For every line in the records below that holds "position", make a copy.

· · · · ·

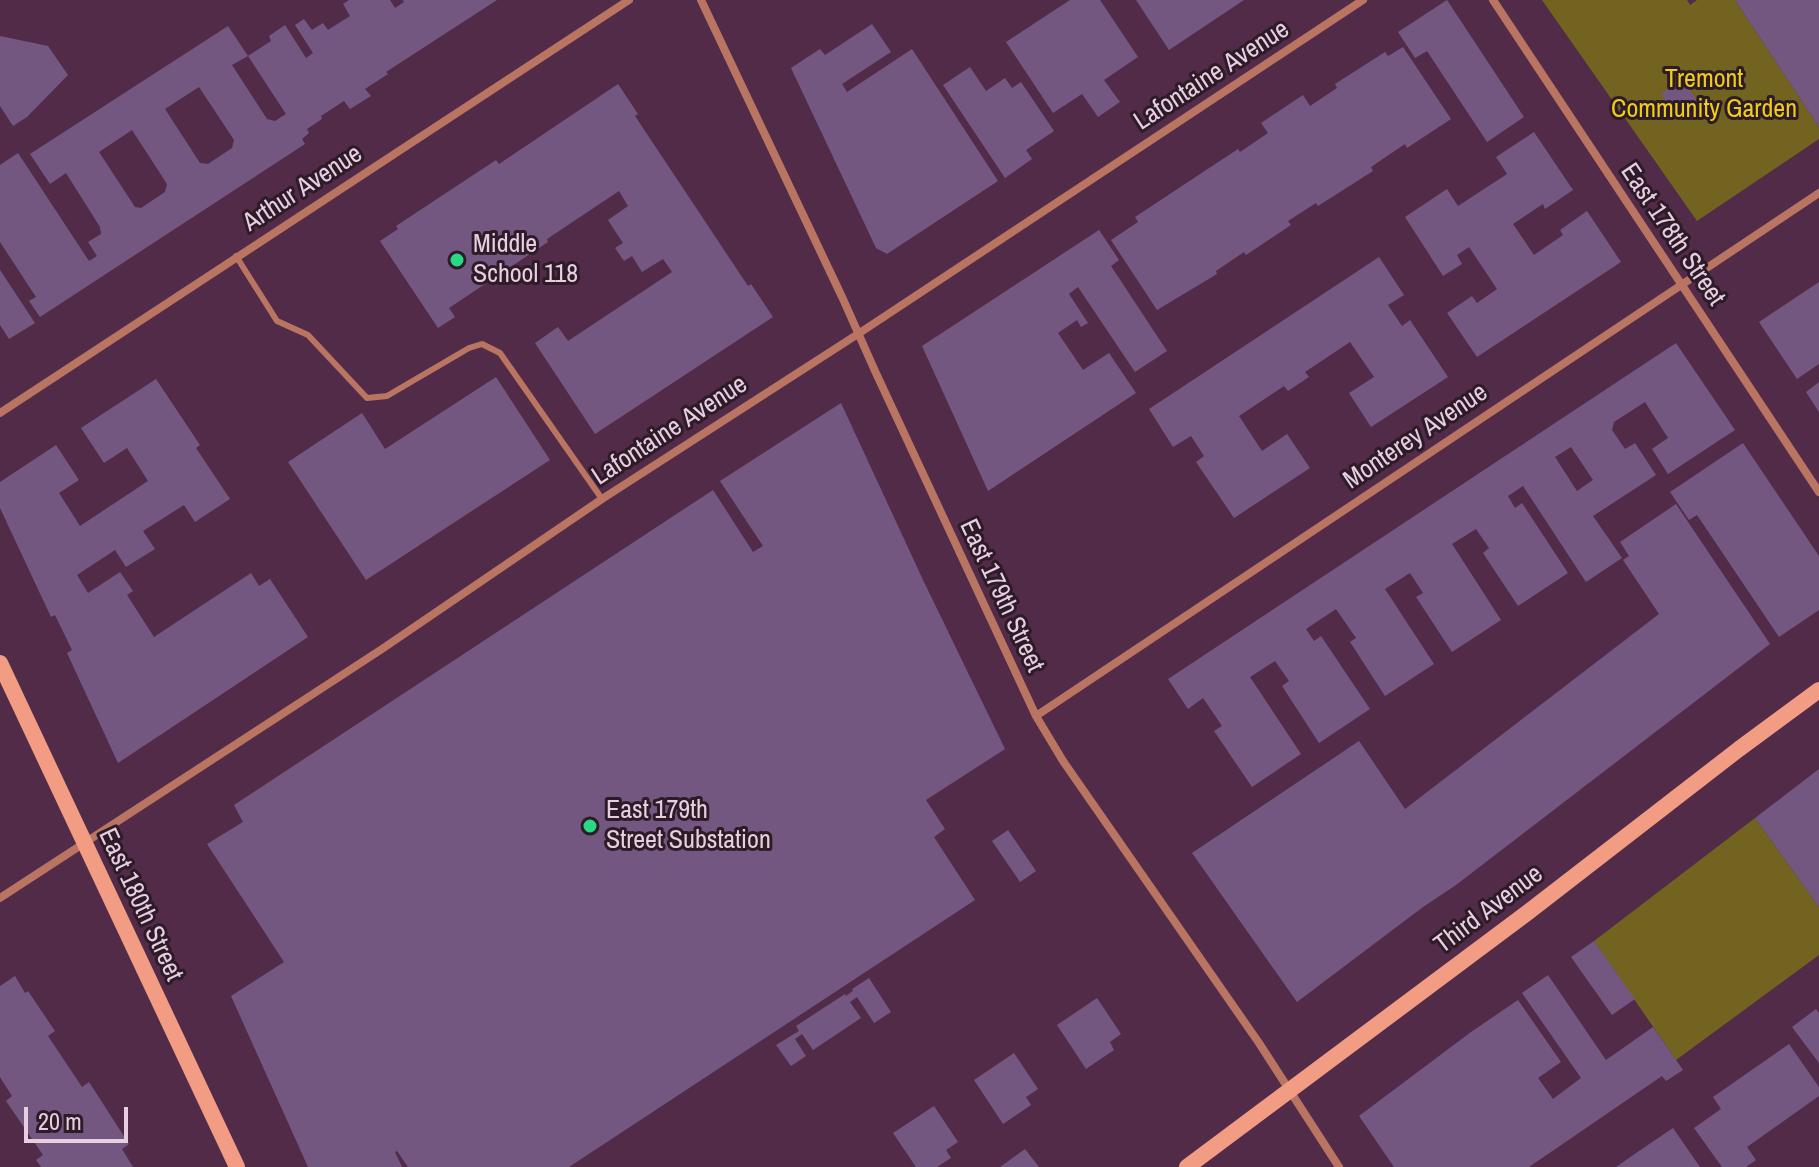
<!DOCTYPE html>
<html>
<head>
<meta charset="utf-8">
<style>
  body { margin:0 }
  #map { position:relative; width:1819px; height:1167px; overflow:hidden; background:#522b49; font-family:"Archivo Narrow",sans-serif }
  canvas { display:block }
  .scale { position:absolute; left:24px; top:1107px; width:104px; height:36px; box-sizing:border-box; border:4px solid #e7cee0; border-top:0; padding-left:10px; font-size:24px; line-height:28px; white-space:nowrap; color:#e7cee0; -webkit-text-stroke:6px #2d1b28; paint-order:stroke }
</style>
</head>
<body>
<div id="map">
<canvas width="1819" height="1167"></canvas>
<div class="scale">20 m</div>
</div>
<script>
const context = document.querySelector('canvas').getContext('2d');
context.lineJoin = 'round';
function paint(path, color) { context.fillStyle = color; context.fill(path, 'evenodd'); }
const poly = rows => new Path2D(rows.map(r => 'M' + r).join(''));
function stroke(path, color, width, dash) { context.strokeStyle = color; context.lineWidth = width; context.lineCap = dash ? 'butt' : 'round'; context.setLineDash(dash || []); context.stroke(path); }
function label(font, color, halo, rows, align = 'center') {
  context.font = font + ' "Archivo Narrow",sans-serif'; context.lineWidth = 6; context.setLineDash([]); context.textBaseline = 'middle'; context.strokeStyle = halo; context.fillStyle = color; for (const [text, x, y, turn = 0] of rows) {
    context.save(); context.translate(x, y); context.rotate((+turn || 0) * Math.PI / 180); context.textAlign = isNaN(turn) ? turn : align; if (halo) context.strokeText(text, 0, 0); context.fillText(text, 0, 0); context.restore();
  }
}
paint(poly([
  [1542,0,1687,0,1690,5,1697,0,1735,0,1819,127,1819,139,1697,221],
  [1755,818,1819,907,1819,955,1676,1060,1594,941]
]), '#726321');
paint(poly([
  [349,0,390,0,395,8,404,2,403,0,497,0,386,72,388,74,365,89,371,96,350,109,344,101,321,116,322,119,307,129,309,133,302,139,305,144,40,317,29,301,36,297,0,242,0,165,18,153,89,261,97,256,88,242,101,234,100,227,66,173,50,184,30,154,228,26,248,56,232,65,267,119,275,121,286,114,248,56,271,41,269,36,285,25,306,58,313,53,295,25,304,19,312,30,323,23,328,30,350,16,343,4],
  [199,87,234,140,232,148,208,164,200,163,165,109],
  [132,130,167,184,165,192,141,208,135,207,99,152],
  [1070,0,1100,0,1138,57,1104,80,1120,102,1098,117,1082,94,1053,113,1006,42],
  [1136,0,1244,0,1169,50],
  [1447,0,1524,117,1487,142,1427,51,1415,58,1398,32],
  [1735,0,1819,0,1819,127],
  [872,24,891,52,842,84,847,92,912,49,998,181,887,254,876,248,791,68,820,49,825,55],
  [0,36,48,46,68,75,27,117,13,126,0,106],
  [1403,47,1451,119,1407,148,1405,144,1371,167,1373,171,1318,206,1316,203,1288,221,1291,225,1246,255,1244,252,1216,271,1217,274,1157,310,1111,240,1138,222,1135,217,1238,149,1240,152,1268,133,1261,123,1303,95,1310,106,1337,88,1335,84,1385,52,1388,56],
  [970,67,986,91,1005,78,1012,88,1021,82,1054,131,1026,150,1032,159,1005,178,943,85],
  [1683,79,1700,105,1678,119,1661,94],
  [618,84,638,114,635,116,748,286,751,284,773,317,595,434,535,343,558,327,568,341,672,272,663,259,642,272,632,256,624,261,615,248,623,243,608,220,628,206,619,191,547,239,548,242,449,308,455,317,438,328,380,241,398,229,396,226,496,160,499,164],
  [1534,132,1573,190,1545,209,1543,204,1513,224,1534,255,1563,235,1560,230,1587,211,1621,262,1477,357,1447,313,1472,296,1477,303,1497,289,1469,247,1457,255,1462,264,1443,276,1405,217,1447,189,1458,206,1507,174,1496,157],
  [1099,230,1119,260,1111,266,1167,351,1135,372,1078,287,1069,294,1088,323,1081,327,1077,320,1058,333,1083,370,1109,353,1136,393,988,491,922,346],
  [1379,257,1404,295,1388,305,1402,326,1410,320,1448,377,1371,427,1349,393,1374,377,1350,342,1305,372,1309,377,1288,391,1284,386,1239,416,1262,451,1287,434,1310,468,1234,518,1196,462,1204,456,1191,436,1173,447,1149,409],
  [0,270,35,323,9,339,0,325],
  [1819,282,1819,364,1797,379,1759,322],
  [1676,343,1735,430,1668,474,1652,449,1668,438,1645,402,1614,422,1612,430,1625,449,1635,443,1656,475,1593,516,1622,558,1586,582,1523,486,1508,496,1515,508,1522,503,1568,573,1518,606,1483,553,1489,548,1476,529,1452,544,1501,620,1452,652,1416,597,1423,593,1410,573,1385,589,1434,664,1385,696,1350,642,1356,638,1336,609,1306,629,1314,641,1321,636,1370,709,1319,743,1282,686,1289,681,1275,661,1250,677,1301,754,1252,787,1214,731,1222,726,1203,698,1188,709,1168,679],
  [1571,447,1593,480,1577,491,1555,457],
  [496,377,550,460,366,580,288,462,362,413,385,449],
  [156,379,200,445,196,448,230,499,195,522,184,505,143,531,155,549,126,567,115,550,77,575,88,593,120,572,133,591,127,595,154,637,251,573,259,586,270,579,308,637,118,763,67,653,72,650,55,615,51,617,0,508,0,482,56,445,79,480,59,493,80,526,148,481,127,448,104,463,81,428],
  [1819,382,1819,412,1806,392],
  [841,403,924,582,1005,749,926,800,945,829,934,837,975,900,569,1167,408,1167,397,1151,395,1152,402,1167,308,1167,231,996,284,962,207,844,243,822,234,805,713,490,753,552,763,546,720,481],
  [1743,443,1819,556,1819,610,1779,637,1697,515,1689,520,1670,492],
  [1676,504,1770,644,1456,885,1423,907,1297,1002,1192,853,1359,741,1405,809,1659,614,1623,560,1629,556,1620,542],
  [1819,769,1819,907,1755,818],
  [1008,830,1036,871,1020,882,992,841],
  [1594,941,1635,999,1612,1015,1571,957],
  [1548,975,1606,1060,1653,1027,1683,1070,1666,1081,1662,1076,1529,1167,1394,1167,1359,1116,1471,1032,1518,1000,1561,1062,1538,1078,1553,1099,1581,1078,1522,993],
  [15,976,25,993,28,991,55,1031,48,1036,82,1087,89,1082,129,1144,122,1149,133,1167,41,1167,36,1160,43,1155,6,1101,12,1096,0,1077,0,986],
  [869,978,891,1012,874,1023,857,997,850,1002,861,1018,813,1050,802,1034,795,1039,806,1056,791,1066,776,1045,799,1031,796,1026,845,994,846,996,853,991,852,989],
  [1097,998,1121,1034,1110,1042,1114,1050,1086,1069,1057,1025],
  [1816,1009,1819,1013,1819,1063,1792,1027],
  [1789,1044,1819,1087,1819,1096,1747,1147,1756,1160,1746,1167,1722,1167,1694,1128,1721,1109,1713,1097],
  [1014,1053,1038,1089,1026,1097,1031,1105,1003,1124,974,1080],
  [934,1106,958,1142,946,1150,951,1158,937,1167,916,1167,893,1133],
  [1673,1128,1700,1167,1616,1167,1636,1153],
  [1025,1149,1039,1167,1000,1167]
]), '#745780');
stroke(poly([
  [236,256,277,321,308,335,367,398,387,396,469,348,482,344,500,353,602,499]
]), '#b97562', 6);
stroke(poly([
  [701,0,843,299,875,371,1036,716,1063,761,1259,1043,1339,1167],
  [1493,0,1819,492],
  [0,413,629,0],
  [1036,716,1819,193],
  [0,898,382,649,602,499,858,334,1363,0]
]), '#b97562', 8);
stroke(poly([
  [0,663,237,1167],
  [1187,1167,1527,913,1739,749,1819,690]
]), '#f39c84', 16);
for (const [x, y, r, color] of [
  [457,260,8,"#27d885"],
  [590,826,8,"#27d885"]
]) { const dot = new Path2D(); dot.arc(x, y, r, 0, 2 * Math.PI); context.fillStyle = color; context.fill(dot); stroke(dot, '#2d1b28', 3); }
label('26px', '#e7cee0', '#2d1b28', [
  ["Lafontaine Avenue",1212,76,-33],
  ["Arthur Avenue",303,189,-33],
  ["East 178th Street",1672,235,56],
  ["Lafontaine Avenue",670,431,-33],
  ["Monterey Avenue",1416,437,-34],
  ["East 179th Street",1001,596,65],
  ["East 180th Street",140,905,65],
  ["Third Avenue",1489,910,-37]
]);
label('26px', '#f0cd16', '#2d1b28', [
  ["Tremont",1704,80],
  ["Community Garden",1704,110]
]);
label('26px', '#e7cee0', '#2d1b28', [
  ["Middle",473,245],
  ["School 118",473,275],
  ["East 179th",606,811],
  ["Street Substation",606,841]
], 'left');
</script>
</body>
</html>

· · · · ·

● **Answer for the task**
  #map { position:relative; width:1819px; height:1167px; overflow:hidden; background:#522b49; font-family:"Archivo Narrow",sans-serif }
  .scale { position:absolute; left:24px; top:1107px; width:104px; height:36px; box-sizing:border-box; border:4px solid #e7cee0; border-top:0; padding-left:10px; font-size:24px; line-height:28px; white-space:nowrap; color:#e7cee0; -webkit-text-stroke:6px #2d1b28; paint-order:stroke }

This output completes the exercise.